_Task_
A faithful copy of each record is required, minus the images.

((

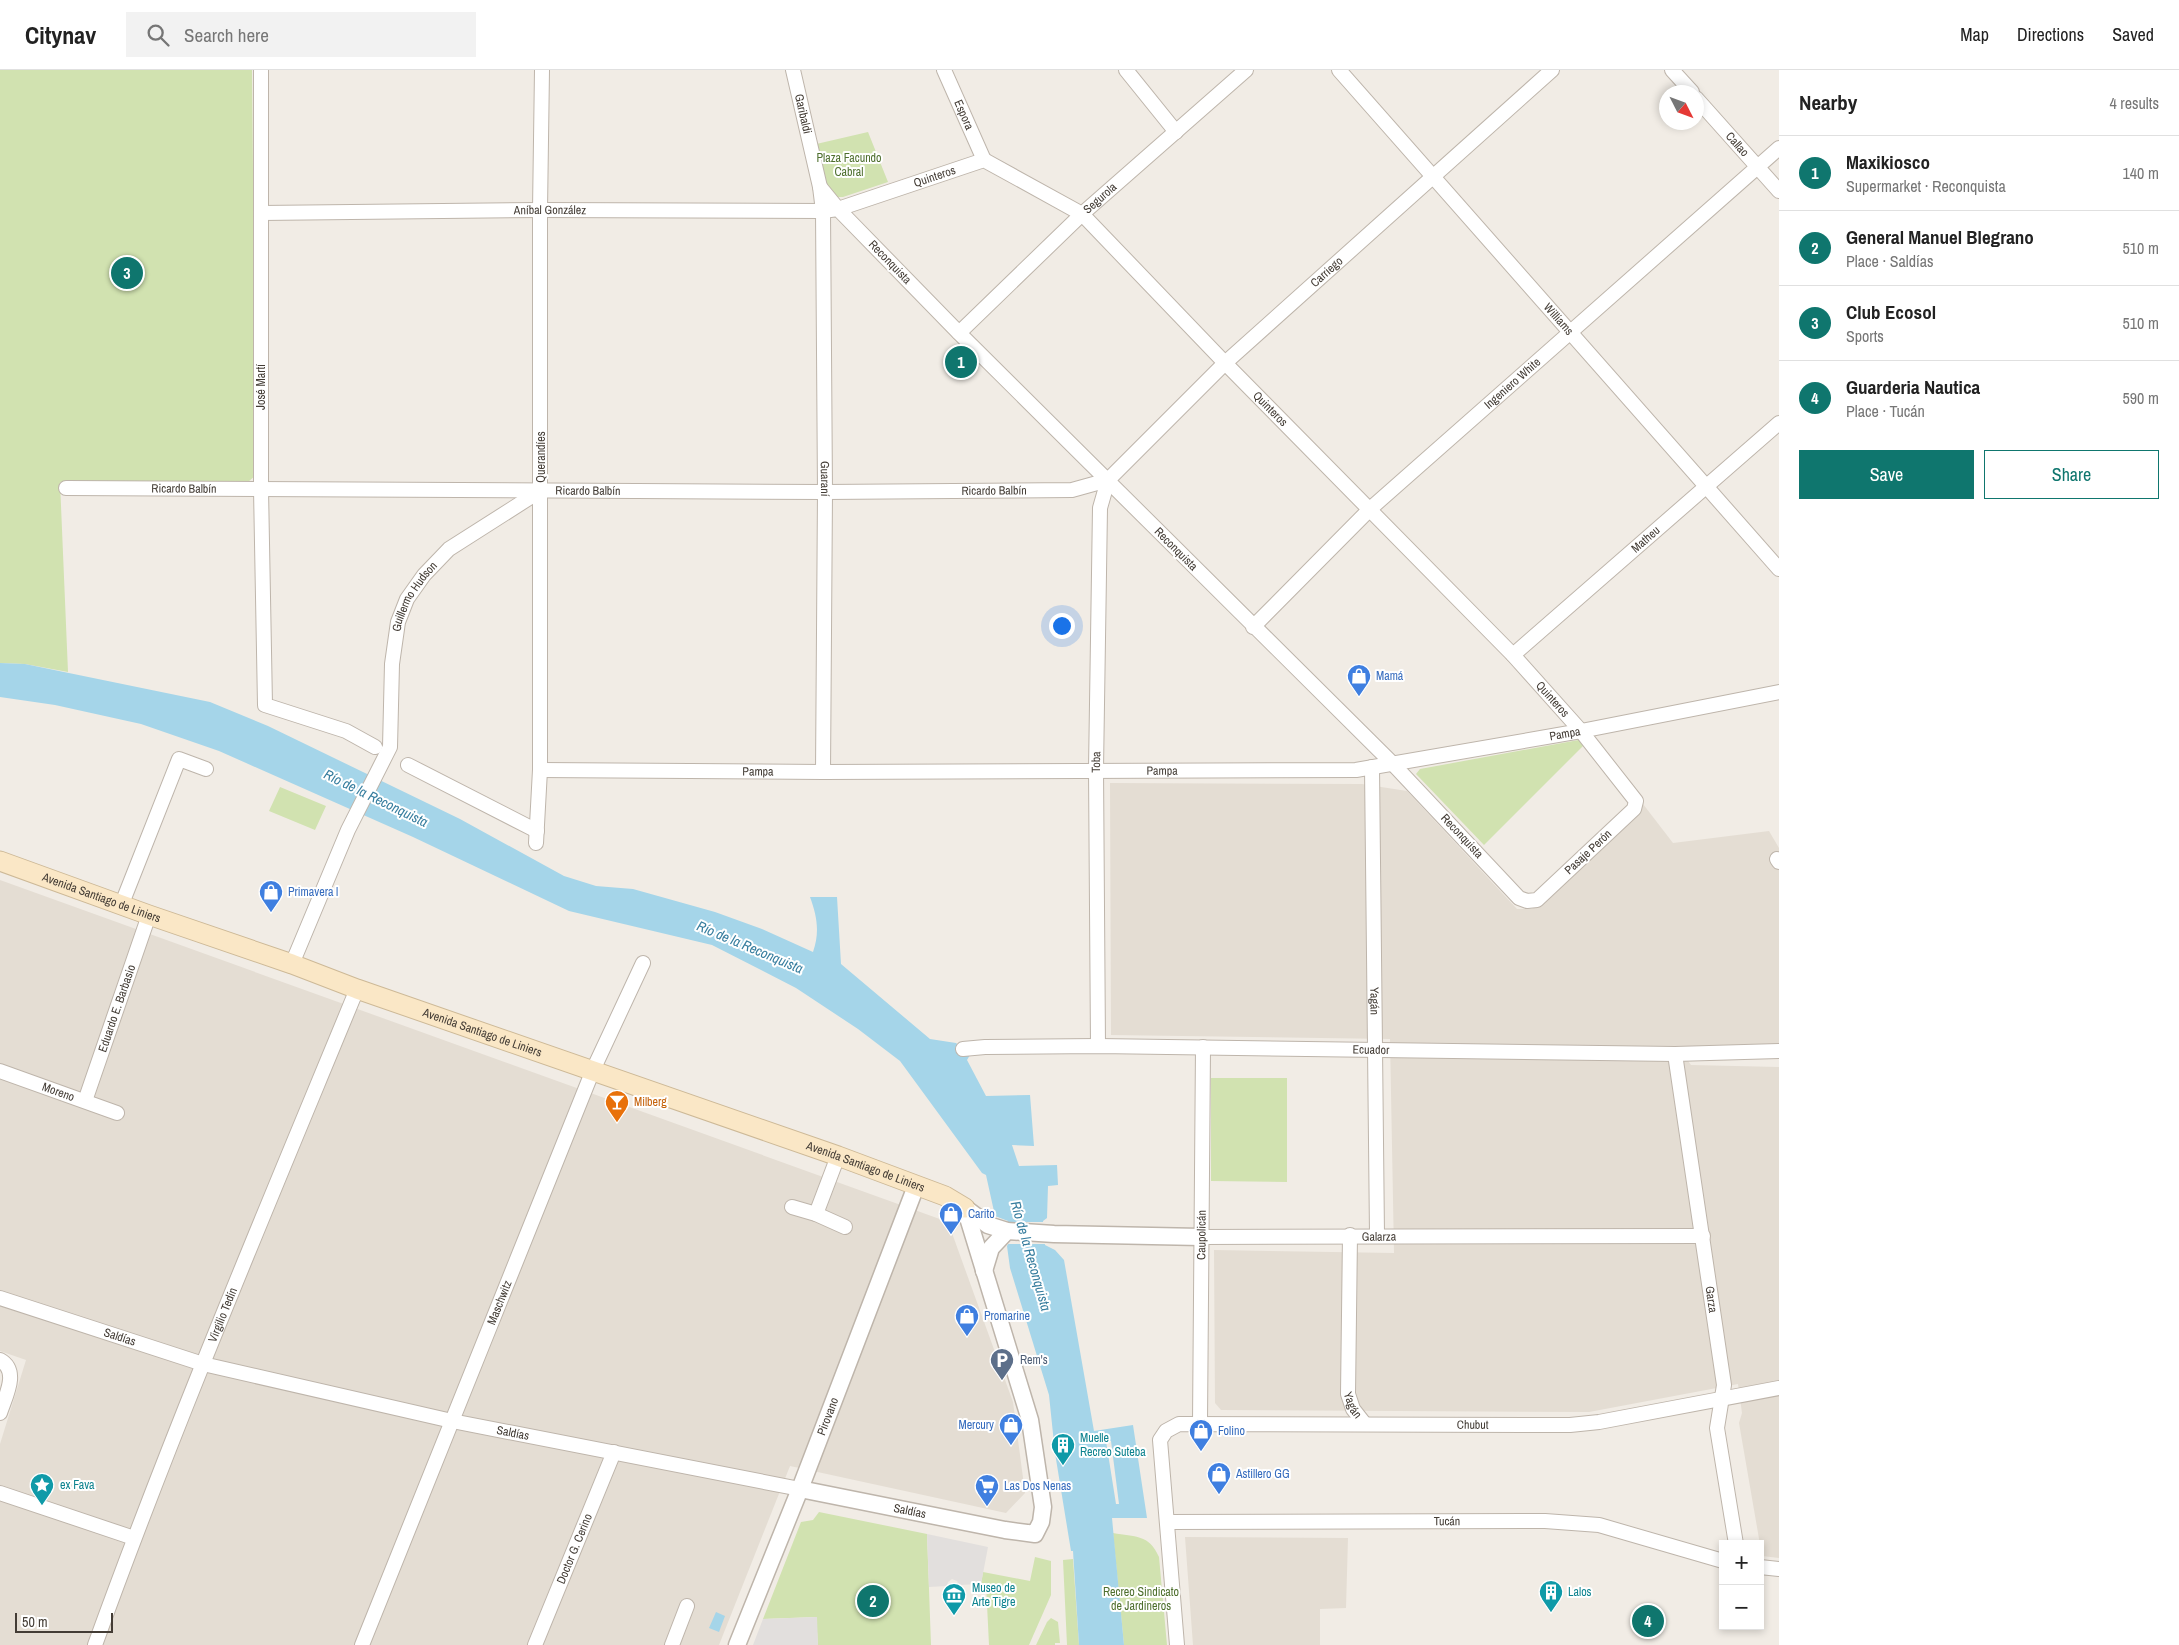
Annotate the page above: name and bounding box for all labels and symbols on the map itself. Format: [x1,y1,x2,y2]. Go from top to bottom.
north arrow [1659,85,1704,130]
street label: Garibaldi [791,92,815,135]
street label: Espora [950,97,978,133]
street label: Callao [1722,129,1753,160]
park label: Plaza Facundo Cabral [816,150,882,180]
street label: Quinteros [911,162,958,191]
street label: Segurola [1080,179,1120,217]
street label: Aníbal González [513,202,586,218]
street label: Reconquista [865,237,915,288]
street label: Carriego [1307,253,1346,291]
pin: 3 [111,254,143,292]
street label: Williams [1540,300,1577,339]
pin: 1 [945,343,977,381]
street label: Ingeniero White [1481,354,1544,413]
street label: José Martí [253,364,269,410]
street label: Quinteros [1249,388,1291,430]
street label: Querandíes [533,431,549,483]
street label: Guaraní [817,461,833,497]
street label: Ricardo Balbín [151,480,217,497]
street label: Ricardo Balbín [961,482,1027,499]
street label: Ricardo Balbín [555,483,621,499]
street label: Matheu [1628,522,1663,556]
street label: Reconquista [1151,524,1202,575]
street label: Guillermo Hudson [389,558,441,632]
your location [1049,613,1075,639]
shop icon: Mamá [1346,663,1372,697]
place label: Mamá [1376,668,1404,684]
street label: Quinteros [1532,678,1573,721]
street label: Pampa [1548,723,1582,744]
street label: Toba [1088,751,1104,773]
street label: Pampa [742,763,774,780]
street label: Pampa [1146,763,1178,779]
water label: Río de la Reconquista [321,765,431,831]
street label: Reconquista [1437,810,1487,862]
street label: Pasaje Perón [1561,826,1615,878]
street label: Avenida Santiago de Liniers [39,869,163,926]
shop icon: Primavera l [258,879,284,913]
place label: Primavera l [288,884,338,900]
water label: Río de la Reconquista [694,917,806,977]
street label: Eduardo E. Barbasio [94,962,139,1054]
street label: Yagán [1366,987,1383,1015]
street label: Avenida Santiago de Liniers [420,1004,544,1061]
street label: Ecuador [1352,1042,1390,1058]
street label: Moreno [40,1079,77,1105]
bar icon: Milberg [604,1089,630,1123]
place label: Milberg [634,1094,667,1110]
street label: Avenida Santiago de Liniers [803,1137,927,1196]
water label: Río de la Reconquista [1007,1199,1055,1313]
shop icon: Carito [938,1201,964,1235]
place label: Carito [968,1206,995,1222]
street label: Caupolicán [1193,1210,1210,1260]
street label: Galarza [1362,1229,1397,1245]
street label: Maschwitz [483,1278,516,1327]
street label: Virgilio Tedín [204,1285,241,1345]
street label: Garza [1701,1285,1721,1314]
shop icon: Promarine [954,1303,980,1337]
place label: Promarine [984,1308,1030,1324]
street label: Saldías [102,1324,138,1350]
parking icon: Rem's [989,1347,1015,1381]
place label: Rem's [1020,1352,1048,1368]
street label: Yagán [1340,1390,1366,1422]
street label: Pirovano [813,1395,842,1438]
shop icon: Mercury [998,1412,1024,1446]
place label: Mercury [958,1417,994,1433]
street label: Chubut [1457,1417,1489,1433]
shop icon: Folino [1188,1418,1214,1452]
street label: Saldías [495,1422,531,1444]
place label: Folino [1218,1423,1245,1439]
place label: Muelle Recreo Suteba [1080,1430,1146,1460]
building icon: Muelle Recreo Suteba [1050,1432,1076,1466]
shop icon: Astillero GG [1206,1461,1232,1495]
place label: Astillero GG [1235,1466,1290,1482]
place icon: ex Fava [29,1472,55,1506]
supermarket icon: Las Dos Nenas [974,1473,1000,1507]
place label: ex Fava [60,1477,95,1493]
place label: Las Dos Nenas [1004,1478,1071,1494]
street label: Saldías [892,1500,928,1522]
street label: Doctor G. Cerino [553,1511,596,1586]
street label: Tucán [1434,1513,1460,1529]
building icon: Lalos [1538,1579,1564,1613]
place label: Museo de Arte Tigre [971,1580,1015,1610]
pin: 2 [857,1582,889,1620]
museum icon: Museo de Arte Tigre [941,1582,967,1616]
park label: Recreo Sindicato de Jardineros [1103,1584,1179,1614]
place label: Lalos [1568,1584,1592,1600]
pin: 4 [1632,1602,1664,1640]
scale bar [15,1610,112,1633]

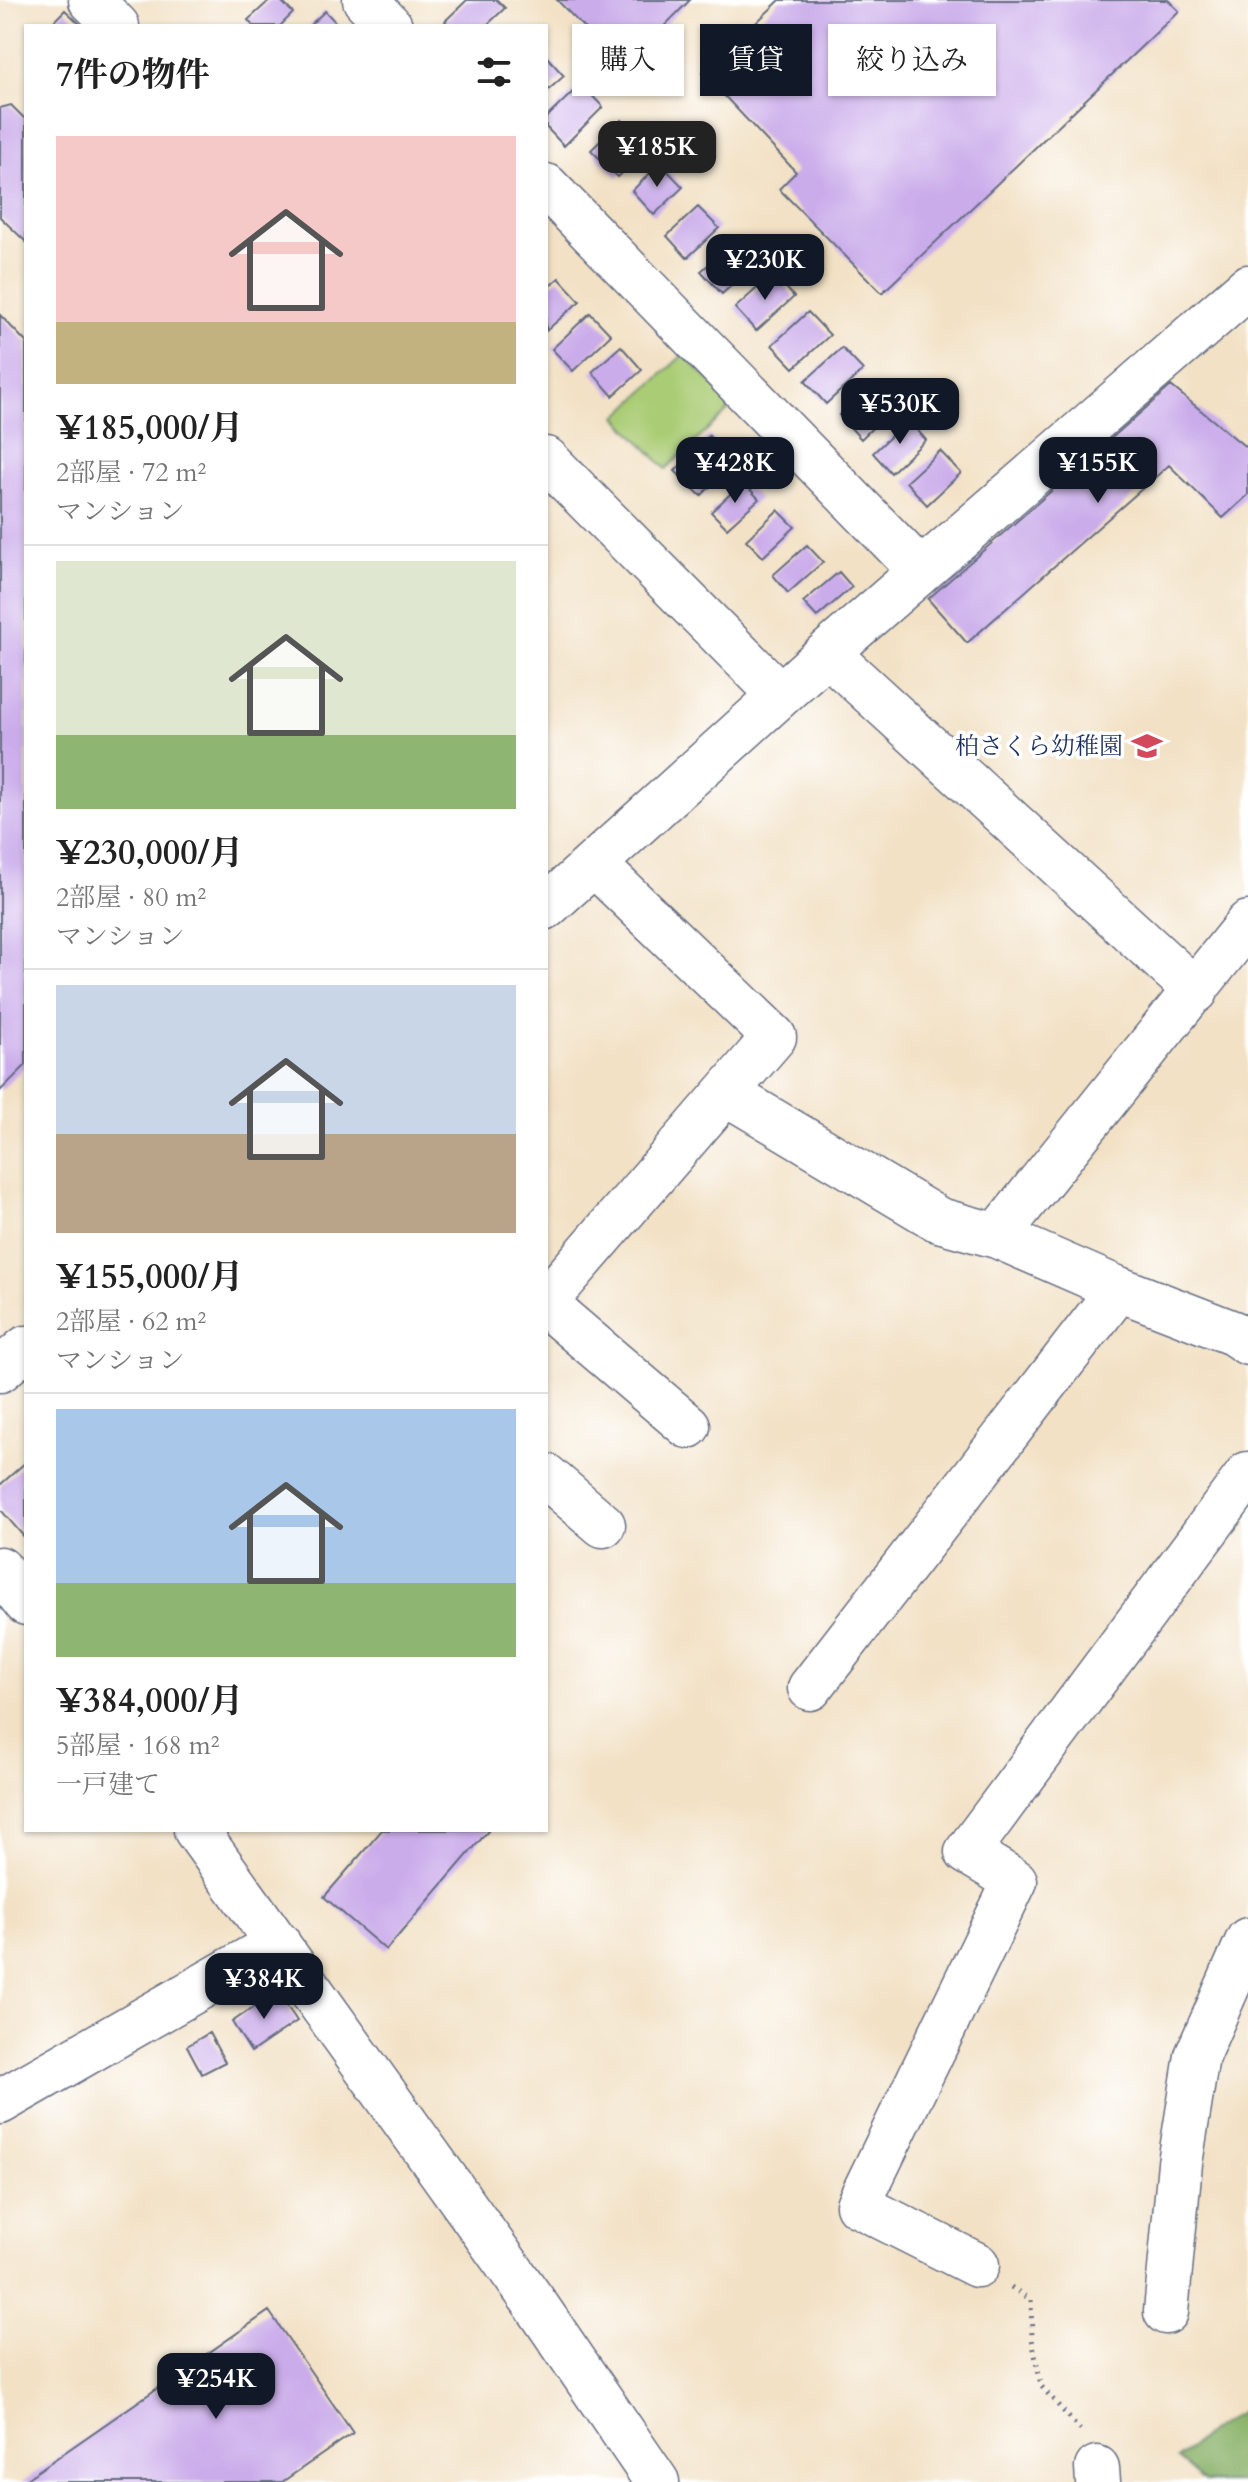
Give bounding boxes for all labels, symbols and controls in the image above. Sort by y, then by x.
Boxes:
chip: 購入 [572,24,684,96]
chip: 賃貸 [700,24,812,96]
chip: 絞り込み [828,24,996,96]
icon: filters [472,50,516,94]
text: 7件の物件 [56,52,209,98]
pin: ¥185K [601,121,713,189]
text: ¥185K [616,129,698,164]
icon: home [214,188,358,332]
pin: ¥230K [709,234,821,302]
text: ¥230K [724,242,806,277]
pin: ¥530K [844,378,956,446]
text: ¥530K [859,386,941,421]
text: ¥185,000/月 [56,405,244,451]
pin: ¥428K [679,437,791,505]
pin: ¥155K [1042,437,1154,505]
text: ¥428K [694,445,776,480]
text: ¥155K [1057,445,1139,480]
text: 2部屋 · 72 m² [56,455,206,490]
text: マンション [56,494,185,529]
icon: home [214,613,358,757]
school or university icon: 柏さくら幼稚園 [1130,729,1164,763]
place label: 柏さくら幼稚園 [955,730,1123,763]
text: ¥230,000/月 [56,830,244,876]
text: 2部屋 · 80 m² [56,880,206,915]
text: マンション [56,919,185,954]
icon: home [214,1037,358,1181]
text: ¥155,000/月 [56,1254,244,1300]
text: 2部屋 · 62 m² [56,1304,206,1339]
text: マンション [56,1343,185,1378]
icon: home [214,1461,358,1605]
text: ¥384,000/月 [56,1678,244,1724]
text: 5部屋 · 168 m² [56,1728,220,1763]
text: 一戸建て [56,1767,160,1802]
pin: ¥384K [208,1953,320,2021]
text: ¥384K [223,1961,305,1996]
pin: ¥254K [160,2353,272,2421]
text: ¥254K [175,2361,257,2396]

))

_Solution for this exercise_
Annotate the page above: name and bounding box for all labels and symbols on the map itself. Format: [x1,y1,x2,y2]. Go from top to bottom.
north arrow [1659,85,1704,130]
street label: Garibaldi [791,92,815,135]
street label: Espora [950,97,978,133]
street label: Callao [1722,129,1753,160]
park label: Plaza Facundo Cabral [816,150,882,180]
street label: Quinteros [911,162,958,191]
street label: Segurola [1080,179,1120,217]
street label: Aníbal González [513,202,586,218]
street label: Reconquista [865,237,915,288]
street label: Carriego [1307,253,1346,291]
pin: 3 [111,254,143,292]
street label: Williams [1540,300,1577,339]
pin: 1 [945,343,977,381]
street label: Ingeniero White [1481,354,1544,413]
street label: José Martí [253,364,269,410]
street label: Quinteros [1249,388,1291,430]
street label: Querandíes [533,431,549,483]
street label: Guaraní [817,461,833,497]
street label: Ricardo Balbín [151,480,217,497]
street label: Ricardo Balbín [961,482,1027,499]
street label: Ricardo Balbín [555,483,621,499]
street label: Matheu [1628,522,1663,556]
street label: Reconquista [1151,524,1202,575]
street label: Guillermo Hudson [389,558,441,632]
your location [1049,613,1075,639]
shop icon: Mamá [1346,663,1372,697]
place label: Mamá [1376,668,1404,684]
street label: Quinteros [1532,678,1573,721]
street label: Pampa [1548,723,1582,744]
street label: Toba [1088,751,1104,773]
street label: Pampa [742,763,774,780]
street label: Pampa [1146,763,1178,779]
water label: Río de la Reconquista [321,765,431,831]
street label: Reconquista [1437,810,1487,862]
street label: Pasaje Perón [1561,826,1615,878]
street label: Avenida Santiago de Liniers [39,869,163,926]
shop icon: Primavera l [258,879,284,913]
place label: Primavera l [288,884,338,900]
water label: Río de la Reconquista [694,917,806,977]
street label: Eduardo E. Barbasio [94,962,139,1054]
street label: Yagán [1366,987,1383,1015]
street label: Avenida Santiago de Liniers [420,1004,544,1061]
street label: Ecuador [1352,1042,1390,1058]
street label: Moreno [40,1079,77,1105]
bar icon: Milberg [604,1089,630,1123]
place label: Milberg [634,1094,667,1110]
street label: Avenida Santiago de Liniers [803,1137,927,1196]
water label: Río de la Reconquista [1007,1199,1055,1313]
shop icon: Carito [938,1201,964,1235]
place label: Carito [968,1206,995,1222]
street label: Caupolicán [1193,1210,1210,1260]
street label: Galarza [1362,1229,1397,1245]
street label: Maschwitz [483,1278,516,1327]
street label: Virgilio Tedín [204,1285,241,1345]
street label: Garza [1701,1285,1721,1314]
shop icon: Promarine [954,1303,980,1337]
place label: Promarine [984,1308,1030,1324]
street label: Saldías [102,1324,138,1350]
parking icon: Rem's [989,1347,1015,1381]
place label: Rem's [1020,1352,1048,1368]
street label: Yagán [1340,1390,1366,1422]
street label: Pirovano [813,1395,842,1438]
shop icon: Mercury [998,1412,1024,1446]
place label: Mercury [958,1417,994,1433]
street label: Chubut [1457,1417,1489,1433]
shop icon: Folino [1188,1418,1214,1452]
street label: Saldías [495,1422,531,1444]
place label: Folino [1218,1423,1245,1439]
place label: Muelle Recreo Suteba [1080,1430,1146,1460]
building icon: Muelle Recreo Suteba [1050,1432,1076,1466]
shop icon: Astillero GG [1206,1461,1232,1495]
place label: Astillero GG [1235,1466,1290,1482]
place icon: ex Fava [29,1472,55,1506]
supermarket icon: Las Dos Nenas [974,1473,1000,1507]
place label: ex Fava [60,1477,95,1493]
place label: Las Dos Nenas [1004,1478,1071,1494]
street label: Saldías [892,1500,928,1522]
street label: Doctor G. Cerino [553,1511,596,1586]
street label: Tucán [1434,1513,1460,1529]
building icon: Lalos [1538,1579,1564,1613]
place label: Museo de Arte Tigre [971,1580,1015,1610]
pin: 2 [857,1582,889,1620]
museum icon: Museo de Arte Tigre [941,1582,967,1616]
park label: Recreo Sindicato de Jardineros [1103,1584,1179,1614]
place label: Lalos [1568,1584,1592,1600]
pin: 4 [1632,1602,1664,1640]
scale bar [15,1610,112,1633]

Give bounding boxes for all labels, symbols and controls in the image above. Sort by y, then by x.
Boxes:
chip: 購入 [572,24,684,96]
chip: 賃貸 [700,24,812,96]
chip: 絞り込み [828,24,996,96]
icon: filters [472,50,516,94]
text: 7件の物件 [56,52,209,98]
pin: ¥185K [601,121,713,189]
text: ¥185K [616,129,698,164]
icon: home [214,188,358,332]
pin: ¥230K [709,234,821,302]
text: ¥230K [724,242,806,277]
pin: ¥530K [844,378,956,446]
text: ¥530K [859,386,941,421]
text: ¥185,000/月 [56,405,244,451]
pin: ¥428K [679,437,791,505]
pin: ¥155K [1042,437,1154,505]
text: ¥428K [694,445,776,480]
text: ¥155K [1057,445,1139,480]
text: 2部屋 · 72 m² [56,455,206,490]
text: マンション [56,494,185,529]
icon: home [214,613,358,757]
school or university icon: 柏さくら幼稚園 [1130,729,1164,763]
place label: 柏さくら幼稚園 [955,730,1123,763]
text: ¥230,000/月 [56,830,244,876]
text: 2部屋 · 80 m² [56,880,206,915]
text: マンション [56,919,185,954]
icon: home [214,1037,358,1181]
text: ¥155,000/月 [56,1254,244,1300]
text: 2部屋 · 62 m² [56,1304,206,1339]
text: マンション [56,1343,185,1378]
icon: home [214,1461,358,1605]
text: ¥384,000/月 [56,1678,244,1724]
text: 5部屋 · 168 m² [56,1728,220,1763]
text: 一戸建て [56,1767,160,1802]
pin: ¥384K [208,1953,320,2021]
text: ¥384K [223,1961,305,1996]
pin: ¥254K [160,2353,272,2421]
text: ¥254K [175,2361,257,2396]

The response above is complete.